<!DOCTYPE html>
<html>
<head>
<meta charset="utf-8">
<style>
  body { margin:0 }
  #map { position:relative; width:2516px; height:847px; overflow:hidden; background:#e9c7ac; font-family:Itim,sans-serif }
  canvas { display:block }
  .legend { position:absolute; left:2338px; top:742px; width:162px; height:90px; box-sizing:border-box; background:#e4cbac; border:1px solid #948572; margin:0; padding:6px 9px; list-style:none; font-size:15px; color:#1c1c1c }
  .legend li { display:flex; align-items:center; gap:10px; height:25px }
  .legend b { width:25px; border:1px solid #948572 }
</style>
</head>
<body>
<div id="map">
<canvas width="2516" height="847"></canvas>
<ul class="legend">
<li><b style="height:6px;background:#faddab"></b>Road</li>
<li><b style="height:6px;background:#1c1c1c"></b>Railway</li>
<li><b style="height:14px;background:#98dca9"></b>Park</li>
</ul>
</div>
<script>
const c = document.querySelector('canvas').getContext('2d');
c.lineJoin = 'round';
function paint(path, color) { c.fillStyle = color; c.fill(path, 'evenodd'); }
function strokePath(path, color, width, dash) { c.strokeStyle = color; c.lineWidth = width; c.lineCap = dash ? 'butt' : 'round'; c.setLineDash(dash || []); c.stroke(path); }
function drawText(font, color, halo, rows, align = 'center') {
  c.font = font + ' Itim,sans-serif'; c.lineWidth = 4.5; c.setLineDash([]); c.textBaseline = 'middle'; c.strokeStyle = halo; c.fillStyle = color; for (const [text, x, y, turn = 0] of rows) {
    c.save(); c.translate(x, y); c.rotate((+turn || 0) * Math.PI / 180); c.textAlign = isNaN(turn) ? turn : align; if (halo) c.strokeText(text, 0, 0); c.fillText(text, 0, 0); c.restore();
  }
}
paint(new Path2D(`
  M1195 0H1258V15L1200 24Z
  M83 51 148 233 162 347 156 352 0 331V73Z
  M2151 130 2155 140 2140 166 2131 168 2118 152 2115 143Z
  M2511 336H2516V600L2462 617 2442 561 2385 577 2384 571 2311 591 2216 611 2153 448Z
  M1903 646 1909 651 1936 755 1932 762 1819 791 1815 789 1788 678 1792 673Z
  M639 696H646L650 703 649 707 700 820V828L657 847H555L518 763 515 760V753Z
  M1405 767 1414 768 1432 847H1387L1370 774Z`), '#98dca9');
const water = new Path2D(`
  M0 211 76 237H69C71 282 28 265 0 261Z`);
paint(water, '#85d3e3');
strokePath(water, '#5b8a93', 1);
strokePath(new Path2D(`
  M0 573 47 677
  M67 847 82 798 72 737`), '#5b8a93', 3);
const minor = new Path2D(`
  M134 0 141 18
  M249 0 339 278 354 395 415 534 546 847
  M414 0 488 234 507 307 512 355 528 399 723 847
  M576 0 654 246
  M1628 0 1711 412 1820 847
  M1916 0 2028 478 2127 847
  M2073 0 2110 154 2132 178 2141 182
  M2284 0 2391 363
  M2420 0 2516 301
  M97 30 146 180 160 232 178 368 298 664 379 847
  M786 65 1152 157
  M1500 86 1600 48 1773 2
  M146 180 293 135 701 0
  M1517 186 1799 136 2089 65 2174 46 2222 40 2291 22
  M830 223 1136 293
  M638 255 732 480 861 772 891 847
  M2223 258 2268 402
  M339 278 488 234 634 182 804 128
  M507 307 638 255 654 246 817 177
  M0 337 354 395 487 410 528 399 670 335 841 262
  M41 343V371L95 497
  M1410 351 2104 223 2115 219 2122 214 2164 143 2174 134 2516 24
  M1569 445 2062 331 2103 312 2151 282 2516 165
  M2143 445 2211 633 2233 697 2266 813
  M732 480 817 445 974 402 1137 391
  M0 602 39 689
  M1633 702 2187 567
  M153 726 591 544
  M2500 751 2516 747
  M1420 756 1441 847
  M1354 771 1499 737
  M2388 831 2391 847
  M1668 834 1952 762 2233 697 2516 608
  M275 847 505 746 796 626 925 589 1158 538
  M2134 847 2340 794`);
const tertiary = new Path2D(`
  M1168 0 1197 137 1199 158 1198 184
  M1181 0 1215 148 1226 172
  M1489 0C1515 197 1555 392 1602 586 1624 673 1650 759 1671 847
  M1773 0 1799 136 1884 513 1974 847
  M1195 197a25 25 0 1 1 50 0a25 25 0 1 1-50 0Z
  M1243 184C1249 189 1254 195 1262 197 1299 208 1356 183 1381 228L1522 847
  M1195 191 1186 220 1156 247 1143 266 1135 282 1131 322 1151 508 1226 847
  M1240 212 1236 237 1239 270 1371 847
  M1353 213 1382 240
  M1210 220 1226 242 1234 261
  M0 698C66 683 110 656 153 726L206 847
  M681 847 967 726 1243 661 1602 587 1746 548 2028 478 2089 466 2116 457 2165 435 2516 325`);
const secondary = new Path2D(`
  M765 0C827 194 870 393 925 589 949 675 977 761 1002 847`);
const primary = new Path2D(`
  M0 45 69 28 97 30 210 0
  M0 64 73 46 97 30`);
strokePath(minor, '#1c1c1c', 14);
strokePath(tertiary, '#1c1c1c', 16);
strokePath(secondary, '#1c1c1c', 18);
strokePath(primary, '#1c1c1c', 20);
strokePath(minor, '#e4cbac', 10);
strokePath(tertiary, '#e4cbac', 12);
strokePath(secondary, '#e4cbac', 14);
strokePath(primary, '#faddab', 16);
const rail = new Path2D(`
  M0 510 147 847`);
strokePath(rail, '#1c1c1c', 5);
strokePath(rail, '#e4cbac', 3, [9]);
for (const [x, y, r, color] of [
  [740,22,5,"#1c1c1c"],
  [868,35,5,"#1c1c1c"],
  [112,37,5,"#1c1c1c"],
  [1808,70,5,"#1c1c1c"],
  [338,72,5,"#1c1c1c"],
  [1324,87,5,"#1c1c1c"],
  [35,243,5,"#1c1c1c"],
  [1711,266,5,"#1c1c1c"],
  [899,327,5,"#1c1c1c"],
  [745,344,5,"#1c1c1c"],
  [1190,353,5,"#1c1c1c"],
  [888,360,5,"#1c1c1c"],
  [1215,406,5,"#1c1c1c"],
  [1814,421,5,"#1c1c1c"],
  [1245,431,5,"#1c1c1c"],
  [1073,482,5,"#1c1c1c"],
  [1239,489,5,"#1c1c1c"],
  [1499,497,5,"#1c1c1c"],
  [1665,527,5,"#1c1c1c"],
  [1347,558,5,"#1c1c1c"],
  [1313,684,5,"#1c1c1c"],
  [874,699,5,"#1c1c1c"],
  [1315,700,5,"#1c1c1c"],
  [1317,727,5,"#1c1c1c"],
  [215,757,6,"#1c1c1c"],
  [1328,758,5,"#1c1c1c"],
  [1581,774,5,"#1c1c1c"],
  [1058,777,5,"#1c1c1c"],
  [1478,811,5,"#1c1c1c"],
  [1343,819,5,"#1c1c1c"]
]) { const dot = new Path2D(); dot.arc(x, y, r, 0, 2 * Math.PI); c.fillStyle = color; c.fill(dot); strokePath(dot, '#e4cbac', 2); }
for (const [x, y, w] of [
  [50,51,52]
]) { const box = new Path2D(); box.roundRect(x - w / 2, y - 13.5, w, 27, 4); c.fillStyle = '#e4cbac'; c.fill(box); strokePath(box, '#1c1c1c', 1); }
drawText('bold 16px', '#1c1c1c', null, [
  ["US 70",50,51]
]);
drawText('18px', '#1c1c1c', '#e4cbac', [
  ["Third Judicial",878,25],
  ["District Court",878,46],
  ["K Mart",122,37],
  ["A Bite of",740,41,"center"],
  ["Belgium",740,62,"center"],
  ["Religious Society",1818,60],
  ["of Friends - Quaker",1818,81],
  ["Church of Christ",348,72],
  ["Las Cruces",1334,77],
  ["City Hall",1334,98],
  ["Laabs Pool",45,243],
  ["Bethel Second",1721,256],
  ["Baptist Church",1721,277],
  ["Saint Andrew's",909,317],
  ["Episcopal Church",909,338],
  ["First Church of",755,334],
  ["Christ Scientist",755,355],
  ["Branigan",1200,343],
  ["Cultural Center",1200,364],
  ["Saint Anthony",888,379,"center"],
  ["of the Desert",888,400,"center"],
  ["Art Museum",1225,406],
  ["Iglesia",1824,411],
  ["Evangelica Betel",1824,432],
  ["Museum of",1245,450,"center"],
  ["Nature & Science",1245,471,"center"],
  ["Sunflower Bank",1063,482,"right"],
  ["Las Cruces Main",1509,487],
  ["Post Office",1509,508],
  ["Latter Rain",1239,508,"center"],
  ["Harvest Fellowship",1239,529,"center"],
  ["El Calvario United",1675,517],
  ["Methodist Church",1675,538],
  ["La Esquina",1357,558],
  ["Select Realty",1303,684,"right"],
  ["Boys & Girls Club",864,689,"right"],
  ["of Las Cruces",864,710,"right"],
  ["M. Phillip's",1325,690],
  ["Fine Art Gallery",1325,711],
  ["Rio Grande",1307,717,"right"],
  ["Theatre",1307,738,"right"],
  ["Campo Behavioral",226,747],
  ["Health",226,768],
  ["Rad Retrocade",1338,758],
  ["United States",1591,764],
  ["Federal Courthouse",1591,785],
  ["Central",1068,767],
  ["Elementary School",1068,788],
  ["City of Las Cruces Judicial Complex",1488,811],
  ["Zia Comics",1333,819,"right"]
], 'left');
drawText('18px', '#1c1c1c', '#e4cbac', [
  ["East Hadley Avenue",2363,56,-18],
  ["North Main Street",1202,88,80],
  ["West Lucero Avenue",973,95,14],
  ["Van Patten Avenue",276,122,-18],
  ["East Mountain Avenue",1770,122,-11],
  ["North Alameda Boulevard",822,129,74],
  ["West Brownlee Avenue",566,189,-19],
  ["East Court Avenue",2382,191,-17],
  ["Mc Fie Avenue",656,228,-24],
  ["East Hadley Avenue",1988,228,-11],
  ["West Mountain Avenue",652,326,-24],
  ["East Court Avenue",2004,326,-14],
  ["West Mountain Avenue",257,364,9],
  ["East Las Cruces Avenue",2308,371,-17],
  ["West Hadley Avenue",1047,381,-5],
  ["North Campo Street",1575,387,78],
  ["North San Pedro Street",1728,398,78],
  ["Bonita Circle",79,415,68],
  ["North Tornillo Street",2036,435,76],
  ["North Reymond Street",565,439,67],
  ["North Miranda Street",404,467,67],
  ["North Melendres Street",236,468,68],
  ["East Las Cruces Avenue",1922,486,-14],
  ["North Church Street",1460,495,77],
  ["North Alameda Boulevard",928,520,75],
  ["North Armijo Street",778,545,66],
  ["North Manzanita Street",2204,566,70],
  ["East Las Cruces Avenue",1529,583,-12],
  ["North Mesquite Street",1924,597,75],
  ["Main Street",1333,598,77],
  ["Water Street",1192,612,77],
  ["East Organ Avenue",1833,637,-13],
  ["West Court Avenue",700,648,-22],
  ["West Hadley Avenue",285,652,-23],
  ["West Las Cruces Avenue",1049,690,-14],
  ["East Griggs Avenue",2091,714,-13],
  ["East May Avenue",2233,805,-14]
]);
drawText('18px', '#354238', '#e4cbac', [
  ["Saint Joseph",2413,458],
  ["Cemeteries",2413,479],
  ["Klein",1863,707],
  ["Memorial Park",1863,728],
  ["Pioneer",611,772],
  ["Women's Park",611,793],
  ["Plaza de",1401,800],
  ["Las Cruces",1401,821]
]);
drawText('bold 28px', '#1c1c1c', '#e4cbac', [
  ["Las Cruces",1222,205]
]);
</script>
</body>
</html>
_ _ _
Problem requirements
Among the records above, find each line containing the string "const" and copy it.

Completed task
const c = document.querySelector('canvas').getContext('2d');
  c.font = font + ' Itim,sans-serif'; c.lineWidth = 4.5; c.setLineDash([]); c.textBaseline = 'middle'; c.strokeStyle = halo; c.fillStyle = color; for (const [text, x, y, turn = 0] of rows) {
const water = new Path2D(`
const minor = new Path2D(`
const tertiary = new Path2D(`
const secondary = new Path2D(`
const primary = new Path2D(`
const rail = new Path2D(`
for (const [x, y, r, color] of [
]) { const dot = new Path2D(); dot.arc(x, y, r, 0, 2 * Math.PI); c.fillStyle = color; c.fill(dot); strokePath(dot, '#e4cbac', 2); }
for (const [x, y, w] of [
]) { const box = new Path2D(); box.roundRect(x - w / 2, y - 13.5, w, 27, 4); c.fillStyle = '#e4cbac'; c.fill(box); strokePath(box, '#1c1c1c', 1); }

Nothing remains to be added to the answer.